Law was the son of a Scottish goldsmith. But like Saylor, he was not seduced by precious metals. Sentenced to death by hanging after a duel in London, Law fled to France. Against all odds, he rose to become Louis XV’s finance minister, founding head of what became France’s first central bank—first Banque Générale, later Banque Royale. On top of this, he became the director of the Mississippi Company, which enjoyed a royal monopoly over all trade with the vast territory known as French Louisiana. In return, the company assumed the entirety of France’s national debt, in exchange for annual payments from the Crown
Law merged this company with the kingdom’s other trade monopolies in Senegal, East India, and China, creating what was collectively known as the Compagnie Perpetuelle des Indes.
John Law’s Lesson
Under Law’s system, the Mississippi Company and the central bank became closely intertwined, and eventually merged. Bondholders could convert their government bonds into shares of the Mississippi Company. By 1719, Law’s Banque Royale had turned on the money printers, issuing paper money not backed by gold but by the king’s good name and reputation, as well as implicitly the presumed wealth that would flow from America.
The Mississippi Company’s stock price soared so high that the French dictionary added a new word: millionaire. Investors of all classes risked everything they had—and didn’t have. Everyone got rich, at least on paper. And the French Crown’s debt problem seemed solved.
Academic economists today see Law as a pioneer of modern monetary systems. But his house of cards collapsed in 1720. The fabulous wealth of French Louisiana didn’t materialize. Investors realized they had bought air. Law fled in disgrace and died in poverty.
Saylor’s Fate
Will Saylor suffer the same fate? That may sound a far-fetched proposition in these exuberant times. Bitcoin is the antithesis of Law’s paper money. Saylor undoubtedly knows the story of the Mississippi Company better than most.
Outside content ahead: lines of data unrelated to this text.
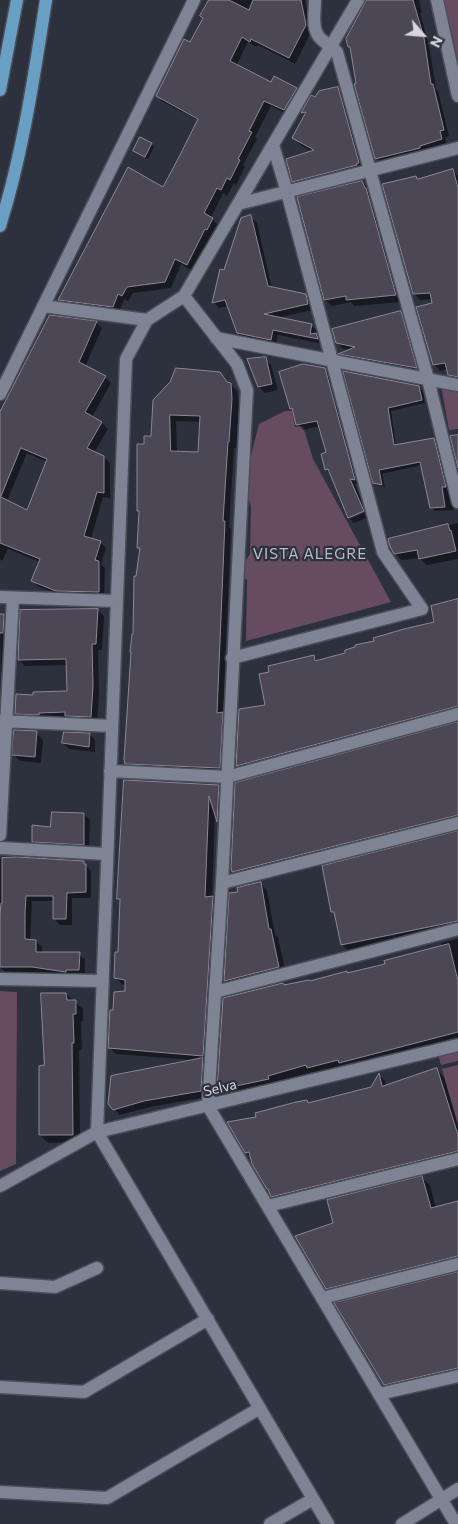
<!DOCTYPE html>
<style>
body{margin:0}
#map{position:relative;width:458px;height:1524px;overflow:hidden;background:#2d313e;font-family:Commissioner,sans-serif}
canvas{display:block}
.north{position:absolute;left:398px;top:10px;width:50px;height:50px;-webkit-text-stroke:4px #2d313e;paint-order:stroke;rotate:117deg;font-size:14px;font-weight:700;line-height:20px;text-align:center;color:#d4d7df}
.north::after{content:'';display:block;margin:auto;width:18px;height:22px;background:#d4d7df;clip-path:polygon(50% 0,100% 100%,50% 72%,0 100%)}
</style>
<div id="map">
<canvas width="458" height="1524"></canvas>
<div class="north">N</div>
</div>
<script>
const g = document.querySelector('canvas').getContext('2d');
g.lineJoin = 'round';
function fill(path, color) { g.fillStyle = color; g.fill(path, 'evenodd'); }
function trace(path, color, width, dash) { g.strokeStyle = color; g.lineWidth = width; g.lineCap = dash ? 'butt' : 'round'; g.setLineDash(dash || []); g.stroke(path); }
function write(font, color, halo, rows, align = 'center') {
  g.font = font + ' Commissioner,sans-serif'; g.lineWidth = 4.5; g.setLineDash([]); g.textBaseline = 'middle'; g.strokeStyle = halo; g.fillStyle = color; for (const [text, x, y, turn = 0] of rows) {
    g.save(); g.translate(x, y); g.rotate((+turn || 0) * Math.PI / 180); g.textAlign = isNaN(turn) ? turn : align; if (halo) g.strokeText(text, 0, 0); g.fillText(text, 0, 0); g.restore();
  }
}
const green = new Path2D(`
 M444 0H458V62Z
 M441 385 458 389V429L449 430Z
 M285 411H292L295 427 303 426 313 459 391 602 246 641 247 580 242 577 241 567 250 554 251 506 246 493 245 479 259 424Z
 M0 991 17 992 16 1164 0 1171Z
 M458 1049V1061L441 1065 438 1054Z
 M458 1065V1127L442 1069Z`);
const shadow = new Path2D(`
 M211 0H305L311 32 295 64 258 45 256 47 248 42 236 66 268 82 296 89 302 95 290 116 271 106 255 137 257 139 243 165 245 167 236 185 234 183 227 196 223 193 211 218 218 225 213 235 212 234 193 271 181 264 171 288 133 293 128 301 124 299 119 313 66 306 60 300 164 188 198 120 163 102 157 96 191 44Z
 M368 0H419L422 13H420L429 45 436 89 438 91 449 136 445 137 447 145 382 164 376 158 357 84 351 49 349 47Z
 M338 88 346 97 367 171 302 189 294 181 313 152 302 146 294 138 305 115 303 113 316 99Z
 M151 144 154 147 148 159 134 151Z
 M452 170 458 176V378L455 379 448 373V369L440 371 434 364 433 299 420 300 414 293 416 177 418 180Z
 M362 182 369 189 402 302 354 306 351 302 332 306 325 300Z
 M251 217 257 223 272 289 305 295 311 301 313 310 276 318 311 325 317 331 316 335 322 340 323 344 278 335 276 345 244 339 238 333 228 306 219 308 214 303 221 271 225 272Z
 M400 313 406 319 422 374 419 373 404 318H401L416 373 346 359 341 354 351 350 343 349 337 342Z
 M51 317 96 323 102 328 85 367 105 377 111 383 92 417 102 423 108 429 94 453 104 457 110 463V498L103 497 91 539 100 542 106 548 101 564 105 568 104 598 63 596 39 587 33 581 40 562 8 549 2 561 0 559V414ZM27 453 47 462 28 511 7 501Z
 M265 359 271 365 278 390 265 393 259 387Z
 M325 369 331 375 360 484H355L365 509 350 516V518L331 474 326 469 328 453 320 426 303 430 298 424 295 412 291 408Z
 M220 373 237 391 239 406 236 448H234L229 527 231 529 223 714 229 719 226 774 133 770 127 763 137 577 141 550 138 547 145 445 152 438 154 401ZM176 421 201 422 200 453 177 452Z
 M345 373 419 387 423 391 425 403 391 411 396 446 434 440 437 443 454 510 435 511 431 507 422 465 382 474 385 487 378 486 374 482Z
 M366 512 369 517 354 523 350 519Z
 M458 523V559L427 565 419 558 402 560 395 553 390 539Z
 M458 601V714L244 772 237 766 266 706 313 657 318 661 347 654 376 642 436 623Z
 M98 610 104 616 102 650H98L99 693 97 723 72 722 69 718 46 719 43 716 23 715 16 709 35 697 68 692V665L25 666 19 660Z
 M0 615H3L9 621 2 670 1 705Z
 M458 724V824L240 878 233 871Z
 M37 734 43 740 41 763 20 761 14 755Z
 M90 734 95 740V752L69 749 63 743Z
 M218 786 225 793 223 826 218 821 215 812 212 898 219 904 209 1062 204 1061 208 1065 206 1097 150 1107 120 1115 114 1109 193 1060 116 1054 110 1048 114 1012 126 993V985L122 984 116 978 120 953 121 901 118 898 122 845Z
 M84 814 90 820 89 850 39 847 33 841 51 828Z
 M458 833V929L349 951 342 945 336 915 332 912Z
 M18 858 83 862 91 871V898H72V925H60L54 919V901H32L30 941H36L42 947V953L79 954 85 960V976L72 977 39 973 5 972 0 967V859Z
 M260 883 267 890 275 935 278 937 286 974 232 988 225 981 231 894 240 893Z
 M458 939V1040L315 1075 312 1072 274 1083 275 1086 225 1096 218 1089 285 986 386 965 442 947 441 943Z
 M66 994 83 1009V1021H81L82 1050H79L80 1142 48 1143 40 1135 46 1067Z
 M437 1070 444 1077 458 1124V1159L279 1203 272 1196 252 1158 246 1152 258 1118 372 1089 379 1075 385 1081 386 1086Z
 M422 1178 430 1185 436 1208 458 1202V1265L335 1296 327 1288 334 1224Z
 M458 1274V1377L392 1392 385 1384Z`);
const building = new Path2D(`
 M209 0H229L249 10 253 0H301L306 25 289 58 251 39 250 42 242 37 230 61 269 81 271 82 274 76 297 88 284 110 264 101 249 131 252 132 238 159 240 160 230 180 227 178 221 190 217 188 204 213 213 218 207 230 205 229 187 265 175 259 165 282 127 287 122 296 118 294 113 307 58 300 128 167 163 187 179 157 198 119 156 96 184 39 190 42 203 18 200 16Z
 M367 0H413L424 38 431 84H433L444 130 440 131 442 139 420 146V148L375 159 354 84 356 83 350 47H348L346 39Z
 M338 87 359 163H357V165L292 182 286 159 314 150 292 138 306 112 301 113 311 95 315 97 319 91Z
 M140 137 152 143 145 157 133 151Z
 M453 169 458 188V377L448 375 445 363 433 365 416 307 432 303 430 293 413 294 382 184 416 176 417 179Z
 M362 181 365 188H366L396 295 346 300V296L324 300 297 197Z
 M251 215 268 286 306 294 308 304 264 314 312 324 310 334 316 333 318 339 273 330 271 340 237 333 225 300 212 303 220 269 224 270 241 218Z
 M401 311 417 368 338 354 355 347 336 343 332 329Z
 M50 315 97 321 79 362 106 376 85 412 102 422 87 448 104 456V493L97 492 84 536 101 541 95 560 99 561V592L56 591 31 581 40 559 0 543V412ZM21 448 47 459 27 510 1 497Z
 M266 357 272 384 258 387 247 359Z
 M303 364 325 368 355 480 350 479 364 511 348 518 328 469 325 470 321 454 326 452 317 421 296 425 292 408 290 409 279 372Z
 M176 368 220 372 227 382 231 383 232 399 229 442H228L223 521H225L217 713 223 712 220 768 125 764 124 759 131 652H130L132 634H133L134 576H136L140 548H137L139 511H137V444H144V436H151L153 400 170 382ZM170 415 200 416 198 452 171 451Z
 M343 371 419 386 422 400 388 408 394 445 434 438 446 487H442L445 507 430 508 420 462 379 470 382 485 373 483Z
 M458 435V468L450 436Z
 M448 524 450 531 451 530 456 551 419 559 417 550 394 554 390 546 388 539Z
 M458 599V706L236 766 239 709 265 705 259 674 269 672 268 666 314 655 315 661 345 653V650L355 647V645L374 641 373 638 404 629 434 622 431 606Z
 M98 609 96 644H92L93 686 91 717 65 716V712L39 713V715L15 714 16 694 33 695V692L67 691 66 659 18 660 20 610Z
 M0 614H4L3 633H0Z
 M458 722V815L232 872 231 868 235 783Z
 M14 730 37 731 35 757 12 755Z
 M64 732 90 733 89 747 62 743Z
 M124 780 219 785 217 822 209 796 205 897 213 896 203 1056 108 1048 110 1010H113L114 992 125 991V980L114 978 115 952H118L120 899H117Z
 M52 812 84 813V845L32 842V825L50 827Z
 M458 831V921L341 945 334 912H331L322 866Z
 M18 857 84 861V864H86V892L67 893 66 919H53V896H26L25 913V939L36 940V952H80L79 970H66V972L32 967H0V915L1 903H2V858Z
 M261 882 269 929H271L279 967 224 981 229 893 238 892 237 888Z
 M449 944 458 981V1032L339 1063 338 1060 307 1068 306 1065 268 1076 269 1079 217 1090 223 998 283 983 284 985 309 980 310 981 347 971V973L385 964 384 961Z
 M41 993H66L67 1000H76V1014H73L74 1043H72L73 1135H39V1066L44 1065Z
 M203 1058 201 1091 144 1101 113 1110 108 1104 111 1076Z
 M437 1068 458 1135V1151L271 1197 268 1189H267L252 1164 249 1152 245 1153 227 1122 256 1117 255 1113 296 1102 307 1100 308 1103 371 1087 379 1073 382 1086Z
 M422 1176 431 1208 458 1201V1256L326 1289 295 1236 333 1223 327 1200Z
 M458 1272V1368L384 1385 334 1303Z`);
const minor = new Path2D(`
 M315 0C315 12 311 30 321 39 326 44 332 46 337 52L428 379 458 502
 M437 0 458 96
 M238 204 458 148
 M184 296 237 364 247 390 222 883 208 1106 456 1524
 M43 306 147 320
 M216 338 458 385
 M0 394 194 0
 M0 597 116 601
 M232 658 422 609 383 552 287 192 273 145
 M0 721 112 726
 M110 771 227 777 458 714
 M0 835 13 598
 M0 848 107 854
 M222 883 458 823
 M0 979 103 981
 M215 992 458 929
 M0 1186 97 1132 458 1045
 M268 1206 458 1159
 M0 1283 55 1287 97 1268
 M322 1298 458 1264
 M0 1387 84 1392 208 1319
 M379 1394 458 1376
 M0 1492 107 1498 260 1408
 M270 1524 313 1499
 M328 1524 97 1132 126 359 147 320 184 296 358 0
 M402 1524 458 1489`);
const major = new Path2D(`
 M0 90 17 0
 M0 226C23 153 34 76 46 0`);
const streetNames = [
 ["Selva",220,1088,-14]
];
const neighbourhoodNames = [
 ["VISTA ALEGRE",310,554]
];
fill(green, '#674c61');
fill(shadow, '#0007');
fill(building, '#4c4755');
trace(building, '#8c8696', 1);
trace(minor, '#4a4e59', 15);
trace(major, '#4a4e59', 15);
trace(minor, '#7e8493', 12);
trace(major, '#699fc3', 12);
write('14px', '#d4d7df', '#2d313e', streetNames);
g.letterSpacing = '1px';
write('15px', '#b7bdce', '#2d313e', neighbourhoodNames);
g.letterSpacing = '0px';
</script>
Yet, there are striking similarities between the Mississippi Company and MicroStrategy. Both rest on the promise of owning the world’s best asset—which have “no second best,” as Saylor puts it. In the 18th century, it was land in the New World. In the 21st century, it’s digital property in cyberspace: Bitcoin.
While French Louisiana eventually exceeded Louis XV’s wildest dreams, it was long after Law’s bubble had burst, the French Revolution had decapitated the monarchy, and Napoleon sold the territory at a bargain to the Americans. America was not a bubble, but the Mississippi Company was. Similarly, even if Bitcoin isn’t a bubble, MicroStrategy might be. Sorry, Saylor.